Known to gear jammers and Diesel Only revivalists alike as the man behind the tragic "A Tombstone Every Mile," from all those cheaply packaged truck stop Starday/Gusto compilations, Curless was also a powerful honky tonk singer who knew his way around the curves of a drinking song ("Bury the Bottle With Me," "Loser's Cocktail"), road tunes ("Hard, Hard Travelin' Man," Big Wheel Cannonball," "Drag 'Em off the Interstate, Sock It to 'Em J.P. Blues"). With a voice as big and swaggering as Tennessee Ernie Ford and a fondness for sputtering, twangy electric guitar licks, Curless still makes mighty travel company, whether you're a geeky cross-country explorer or a hardworking backroads hauler.

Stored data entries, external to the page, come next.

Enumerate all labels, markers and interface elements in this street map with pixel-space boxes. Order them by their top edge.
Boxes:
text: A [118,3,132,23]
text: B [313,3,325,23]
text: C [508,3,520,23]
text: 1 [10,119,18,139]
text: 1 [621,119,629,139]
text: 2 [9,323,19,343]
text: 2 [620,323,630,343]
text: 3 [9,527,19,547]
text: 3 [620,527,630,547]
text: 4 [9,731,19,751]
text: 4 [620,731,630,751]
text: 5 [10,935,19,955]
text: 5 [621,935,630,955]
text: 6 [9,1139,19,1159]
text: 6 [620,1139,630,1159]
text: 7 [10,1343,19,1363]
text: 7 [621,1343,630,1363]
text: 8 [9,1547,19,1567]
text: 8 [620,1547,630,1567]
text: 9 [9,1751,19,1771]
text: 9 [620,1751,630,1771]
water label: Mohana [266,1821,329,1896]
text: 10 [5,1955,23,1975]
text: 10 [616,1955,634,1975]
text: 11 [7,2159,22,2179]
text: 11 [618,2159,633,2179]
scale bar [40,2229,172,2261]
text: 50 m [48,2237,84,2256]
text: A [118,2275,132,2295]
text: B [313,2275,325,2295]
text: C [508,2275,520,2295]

Another Razor & Tie reissue worth snatching up is Poor Folks Stick Together: The Best of Stoney Edwards. I've been rifling through used LP bins for years trying to piece together the original '70s Capitol recordings of this African American Oklahoma country stylist whose quavering honky tonk vibrato bears more than a little hint of his love for Lefty Frizzell and Merle Haggard.

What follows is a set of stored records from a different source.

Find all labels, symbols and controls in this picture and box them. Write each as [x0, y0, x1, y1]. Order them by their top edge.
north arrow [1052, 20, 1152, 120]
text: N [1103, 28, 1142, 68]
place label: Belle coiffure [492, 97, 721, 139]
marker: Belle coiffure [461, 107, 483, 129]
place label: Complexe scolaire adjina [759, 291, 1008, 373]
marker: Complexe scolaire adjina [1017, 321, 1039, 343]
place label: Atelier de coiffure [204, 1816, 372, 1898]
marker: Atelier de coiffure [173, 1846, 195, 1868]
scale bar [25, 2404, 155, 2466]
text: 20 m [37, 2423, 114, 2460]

This collection includes all of Edwards best-known numbers, including his 1971 debut, "A Two Dollar Toy," "She's My Rock," "Hank and Lefty Raised My Country Soul" and the Jesse Winchester composition, "Mississippi You're on My Mind." The closing cut, Stoney's controversial 1975 rendering of Chip Taylor's proud, hopeful "Blackbird," rounds out this portrait of a humble, talented man whose fling with country music stardom was an all-too-brief moment in the sun in an otherwise hard, exhausting life.

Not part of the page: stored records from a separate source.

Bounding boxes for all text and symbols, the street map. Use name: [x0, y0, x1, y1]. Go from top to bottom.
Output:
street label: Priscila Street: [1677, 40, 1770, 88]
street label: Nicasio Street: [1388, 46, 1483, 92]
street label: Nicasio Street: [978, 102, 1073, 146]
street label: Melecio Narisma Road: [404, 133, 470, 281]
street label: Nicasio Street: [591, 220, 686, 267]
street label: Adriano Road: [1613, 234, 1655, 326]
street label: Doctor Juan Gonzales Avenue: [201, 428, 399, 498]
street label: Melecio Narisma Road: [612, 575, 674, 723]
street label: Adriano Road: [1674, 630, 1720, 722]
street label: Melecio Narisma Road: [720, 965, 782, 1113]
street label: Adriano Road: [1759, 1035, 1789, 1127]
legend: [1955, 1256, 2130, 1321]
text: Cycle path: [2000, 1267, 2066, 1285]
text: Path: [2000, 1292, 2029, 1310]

Fiddler/mandolinist Howard Armstrong led an equally tiring life of rambling, scraping by through hard times and negotiating the twisted corridors of racial hostility. But the musical breaks seemed to come a little easier for this Tennessee-bred African American musician/vaudevillian, the subject of Terry Zwigoff's wonderful 1985 documentary film, Louie Bluie.

Louie Bluie

Arhoolie Records has just reissued the film's soundtrack, complete with four bonus recordings from Armstrong's '20s and '30s work with bluesman Sleepy John Estes, black string band leader Yank Rachell and the Tennessee Chocolate Drops, the all-black string and jazz band Armstrong and lifelong friend, guitarist Ted Bogan, formed as restless teenagers in Knoxville, Tennessee.

Like the film, the CD is a joyous melange of nearly everything kicking around the American musical collective unconscious -- jazzed-up rags, Tin Pan Alley pop standards, old-time fiddle tunes, country gospel and even some Polish and German dance numbers (added to the repertoire when Armstrong and Bogan relocated to Chicago in the Depression and played the immigrant neighborhood taverns for extra tips). The energetic, irreverent supporting cast of Bogan (guitar), Ikey Robinson (ragtime banjo) and Yank Rachell (mandolin) provides a funky, percussive backdrop for Armstrong's chiming mandolin, swooping fiddle and endlessly entertaining boasts, sarcastic asides and sweetly crooned vocals. Rent the video, then buy the CD. Or get really wild and do both at the same time.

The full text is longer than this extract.